But my back is as a door to you, now open, now shut,
And your kisses are as dreams, or an elixir
Of radium, or flowers of some kind.
Remember about what I told you.
Blue Sonata
Long ago was the then beginning to seem like now
As now is but the setting out on a new but still
Undefined way. That now, the one once
Seen from far away, is our destiny
No matter what else may happen to us. It is
The present past of which our features,
Our opinions are made. We are half it and we
Care nothing about the rest of it. We
Can see far enough ahead for the rest of us to be
Implicit in the surroundings that twilight is.
We know that this part of the day comes every day
And we feel that, as it has its rights, so
We have our right to be ourselves in the measure
That we are in it and not some other day, or in
Some other place. The time suits us
Just as it fancies itself, but just so far
As we not give up that inch, breath
Of becoming before becoming may be seen,
Or come to seem all that it seems to mean now.
The things that were coming to be talked about
Have come and gone and are still remembered
As being recent. There is a grain of curiosity
At the base of some new thing, that unrolls
Its question mark like a new wave on the shore.
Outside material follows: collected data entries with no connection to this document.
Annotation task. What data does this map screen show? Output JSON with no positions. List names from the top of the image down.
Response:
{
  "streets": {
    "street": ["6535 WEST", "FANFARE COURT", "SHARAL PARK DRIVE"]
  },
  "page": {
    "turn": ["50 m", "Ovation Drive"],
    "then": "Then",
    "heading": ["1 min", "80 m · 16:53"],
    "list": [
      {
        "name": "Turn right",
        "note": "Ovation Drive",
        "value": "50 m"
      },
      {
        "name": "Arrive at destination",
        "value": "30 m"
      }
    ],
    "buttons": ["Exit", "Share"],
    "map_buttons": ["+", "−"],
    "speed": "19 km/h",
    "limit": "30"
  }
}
In coming to give, to give up what we had,
We have, we understand, gained or been gained
By what was passing through, bright with the sheen
Of things recently forgotten and revived.
Each image fits into place, with the calm
Of not having too many, of having just enough.
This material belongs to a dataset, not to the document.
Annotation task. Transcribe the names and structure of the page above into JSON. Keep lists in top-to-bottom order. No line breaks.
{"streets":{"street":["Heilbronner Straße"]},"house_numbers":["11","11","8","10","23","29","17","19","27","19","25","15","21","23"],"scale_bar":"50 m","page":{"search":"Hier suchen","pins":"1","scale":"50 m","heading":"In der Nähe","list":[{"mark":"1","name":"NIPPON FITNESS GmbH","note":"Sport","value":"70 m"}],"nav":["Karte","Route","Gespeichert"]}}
We live in the sigh of our present.
If that was all there was to have
We could re-imagine the other half, deducing it
From the shape of what is seen, thus
Being inserted into its idea of how we
Ought to proceed. It would be tragic to fit
Into the space created by our not having arrived yet,
To utter the speech that belongs there,
For progress occurs through re-inventing
These words from a dim recollection of them,
In violating that space in such a way as
To leave it intact. Yet we do after all
Belong here, and have moved a considerable
Distance; our passing is a facade.
But our understanding of it is justified.
Spring Light
The buildings, piled so casually
Behind each other, are “suggestions
Which, while only suggestions,
We hope you will take seriously.” Off into
The blue. Getting there is easier,
But then we hope you will come down.
There is a great deal on the ground today,
Not just mud, but things of some importance,
Too. Like, silver paint. How do you feel
About it? And, is this a silver age?
Yeah. I suppose so. But I keep looking at the cigarette
Burns on the edge of the sink, left over
From last winter. Your argument’s
Nearly beyond any paths I’m likely to take,
Here, or when I eventually leave here.
Syringa
Orpheus liked the glad personal quality
Of the things beneath the sky. Of course, Eurydice was a part
Of this. Then one day, everything changed. He rends
Rocks into fissures with lament. Gullies, hummocks
Can’t withstand it. The sky shudders from one horizon
To the other, almost ready to give up wholeness.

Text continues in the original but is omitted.